- **Your goal**: Would you copy each line of the data below that has "center"?
=== Begin Enclosure ===
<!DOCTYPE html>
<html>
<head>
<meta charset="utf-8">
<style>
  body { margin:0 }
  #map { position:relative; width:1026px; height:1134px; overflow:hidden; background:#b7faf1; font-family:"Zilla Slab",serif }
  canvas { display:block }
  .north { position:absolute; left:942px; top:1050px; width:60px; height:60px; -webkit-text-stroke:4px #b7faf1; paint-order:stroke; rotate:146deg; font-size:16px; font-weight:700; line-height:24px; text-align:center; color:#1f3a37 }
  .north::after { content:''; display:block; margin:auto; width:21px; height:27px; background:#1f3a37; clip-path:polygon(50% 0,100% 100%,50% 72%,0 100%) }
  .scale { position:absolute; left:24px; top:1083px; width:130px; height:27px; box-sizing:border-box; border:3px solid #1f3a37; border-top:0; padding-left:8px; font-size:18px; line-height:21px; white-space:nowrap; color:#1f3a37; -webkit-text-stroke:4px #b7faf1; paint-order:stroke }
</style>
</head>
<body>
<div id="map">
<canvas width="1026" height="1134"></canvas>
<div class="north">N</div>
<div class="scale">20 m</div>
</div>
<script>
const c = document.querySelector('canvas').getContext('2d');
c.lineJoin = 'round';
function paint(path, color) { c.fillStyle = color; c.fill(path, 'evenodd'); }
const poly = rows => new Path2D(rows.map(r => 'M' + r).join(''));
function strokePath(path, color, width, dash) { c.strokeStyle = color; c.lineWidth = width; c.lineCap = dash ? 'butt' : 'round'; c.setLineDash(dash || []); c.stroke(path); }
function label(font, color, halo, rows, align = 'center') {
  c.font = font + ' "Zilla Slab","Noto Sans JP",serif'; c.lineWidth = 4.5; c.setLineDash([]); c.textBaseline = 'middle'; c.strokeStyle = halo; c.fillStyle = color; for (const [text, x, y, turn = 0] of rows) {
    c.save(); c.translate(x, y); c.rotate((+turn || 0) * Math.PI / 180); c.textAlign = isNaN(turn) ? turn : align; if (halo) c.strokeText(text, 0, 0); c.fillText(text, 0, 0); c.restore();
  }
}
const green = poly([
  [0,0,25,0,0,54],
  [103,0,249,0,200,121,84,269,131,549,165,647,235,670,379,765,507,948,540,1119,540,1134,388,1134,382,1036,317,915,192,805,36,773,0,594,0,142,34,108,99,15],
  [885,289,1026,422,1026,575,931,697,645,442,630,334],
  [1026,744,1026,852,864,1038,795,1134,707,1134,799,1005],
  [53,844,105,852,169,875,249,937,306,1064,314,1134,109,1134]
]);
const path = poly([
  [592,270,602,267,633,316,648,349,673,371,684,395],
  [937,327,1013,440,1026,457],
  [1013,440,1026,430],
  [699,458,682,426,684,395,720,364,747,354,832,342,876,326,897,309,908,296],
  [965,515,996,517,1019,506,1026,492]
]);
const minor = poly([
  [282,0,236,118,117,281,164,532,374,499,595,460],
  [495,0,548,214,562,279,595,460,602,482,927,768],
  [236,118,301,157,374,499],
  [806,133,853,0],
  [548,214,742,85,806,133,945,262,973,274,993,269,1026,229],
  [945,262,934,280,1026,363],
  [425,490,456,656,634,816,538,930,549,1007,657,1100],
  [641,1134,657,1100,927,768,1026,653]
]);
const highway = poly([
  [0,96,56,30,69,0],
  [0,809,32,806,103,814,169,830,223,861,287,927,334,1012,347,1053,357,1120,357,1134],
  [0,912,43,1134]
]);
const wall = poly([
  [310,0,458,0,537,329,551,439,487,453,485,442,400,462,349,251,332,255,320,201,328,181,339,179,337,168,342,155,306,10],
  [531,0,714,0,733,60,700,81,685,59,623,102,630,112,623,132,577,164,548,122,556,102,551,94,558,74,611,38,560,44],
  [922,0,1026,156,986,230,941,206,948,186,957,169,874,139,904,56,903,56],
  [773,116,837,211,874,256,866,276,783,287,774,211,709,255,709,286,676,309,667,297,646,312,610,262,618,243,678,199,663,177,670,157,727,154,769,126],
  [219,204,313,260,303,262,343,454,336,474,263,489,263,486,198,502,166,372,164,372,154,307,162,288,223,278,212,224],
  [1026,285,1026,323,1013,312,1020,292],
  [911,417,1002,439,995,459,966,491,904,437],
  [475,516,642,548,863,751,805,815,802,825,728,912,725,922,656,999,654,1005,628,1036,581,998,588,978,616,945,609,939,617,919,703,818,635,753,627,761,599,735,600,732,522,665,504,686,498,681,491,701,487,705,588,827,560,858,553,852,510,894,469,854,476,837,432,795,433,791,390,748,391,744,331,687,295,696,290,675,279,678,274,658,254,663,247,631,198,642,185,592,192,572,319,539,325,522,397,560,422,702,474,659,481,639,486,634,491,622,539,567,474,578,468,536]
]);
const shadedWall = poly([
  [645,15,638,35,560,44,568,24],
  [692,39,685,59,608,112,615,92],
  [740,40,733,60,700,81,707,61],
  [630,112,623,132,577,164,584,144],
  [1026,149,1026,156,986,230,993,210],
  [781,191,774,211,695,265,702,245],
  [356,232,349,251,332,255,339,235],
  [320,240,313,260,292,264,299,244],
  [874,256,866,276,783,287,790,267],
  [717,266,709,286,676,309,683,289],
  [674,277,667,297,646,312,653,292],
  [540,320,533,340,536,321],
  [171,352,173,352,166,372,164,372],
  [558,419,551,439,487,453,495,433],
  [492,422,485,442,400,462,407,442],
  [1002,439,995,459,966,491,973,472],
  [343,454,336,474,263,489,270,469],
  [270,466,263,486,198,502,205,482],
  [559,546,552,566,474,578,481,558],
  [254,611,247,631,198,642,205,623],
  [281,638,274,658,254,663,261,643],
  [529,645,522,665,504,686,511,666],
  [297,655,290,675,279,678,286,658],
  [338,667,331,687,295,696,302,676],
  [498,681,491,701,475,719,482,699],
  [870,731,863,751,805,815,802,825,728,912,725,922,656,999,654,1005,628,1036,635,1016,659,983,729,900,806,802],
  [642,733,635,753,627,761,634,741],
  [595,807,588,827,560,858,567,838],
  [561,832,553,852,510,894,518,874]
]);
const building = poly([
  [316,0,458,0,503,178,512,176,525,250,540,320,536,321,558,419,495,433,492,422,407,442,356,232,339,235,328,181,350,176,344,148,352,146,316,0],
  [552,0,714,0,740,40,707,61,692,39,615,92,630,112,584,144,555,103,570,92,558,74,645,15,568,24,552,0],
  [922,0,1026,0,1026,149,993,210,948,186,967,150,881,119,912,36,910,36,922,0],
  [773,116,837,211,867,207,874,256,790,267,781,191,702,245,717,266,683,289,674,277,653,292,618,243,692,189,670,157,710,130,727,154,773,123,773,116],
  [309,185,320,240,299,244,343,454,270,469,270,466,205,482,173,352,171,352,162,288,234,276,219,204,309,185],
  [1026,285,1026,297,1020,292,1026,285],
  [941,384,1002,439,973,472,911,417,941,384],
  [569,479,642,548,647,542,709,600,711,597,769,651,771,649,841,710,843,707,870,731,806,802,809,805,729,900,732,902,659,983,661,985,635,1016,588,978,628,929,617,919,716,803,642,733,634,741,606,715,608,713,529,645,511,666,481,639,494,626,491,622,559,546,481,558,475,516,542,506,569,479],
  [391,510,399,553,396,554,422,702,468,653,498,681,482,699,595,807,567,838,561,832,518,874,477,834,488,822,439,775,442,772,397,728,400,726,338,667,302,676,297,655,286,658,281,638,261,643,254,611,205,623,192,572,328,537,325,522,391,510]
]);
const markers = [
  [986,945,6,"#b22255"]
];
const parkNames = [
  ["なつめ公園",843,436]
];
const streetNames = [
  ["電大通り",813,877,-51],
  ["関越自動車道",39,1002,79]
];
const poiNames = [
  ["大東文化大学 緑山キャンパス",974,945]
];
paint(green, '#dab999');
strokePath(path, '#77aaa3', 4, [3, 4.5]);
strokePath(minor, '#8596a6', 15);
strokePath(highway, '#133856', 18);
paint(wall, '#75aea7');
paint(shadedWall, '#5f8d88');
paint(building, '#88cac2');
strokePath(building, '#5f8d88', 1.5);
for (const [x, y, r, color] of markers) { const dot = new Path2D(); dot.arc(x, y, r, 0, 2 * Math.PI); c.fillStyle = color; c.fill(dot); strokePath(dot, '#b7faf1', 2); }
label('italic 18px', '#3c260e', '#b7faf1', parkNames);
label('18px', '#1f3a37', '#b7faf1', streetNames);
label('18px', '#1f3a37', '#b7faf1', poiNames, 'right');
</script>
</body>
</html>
=== End Enclosure ===
- **Task response**:
  .north { position:absolute; left:942px; top:1050px; width:60px; height:60px; -webkit-text-stroke:4px #b7faf1; paint-order:stroke; rotate:146deg; font-size:16px; font-weight:700; line-height:24px; text-align:center; color:#1f3a37 }
function label(font, color, halo, rows, align = 'center') {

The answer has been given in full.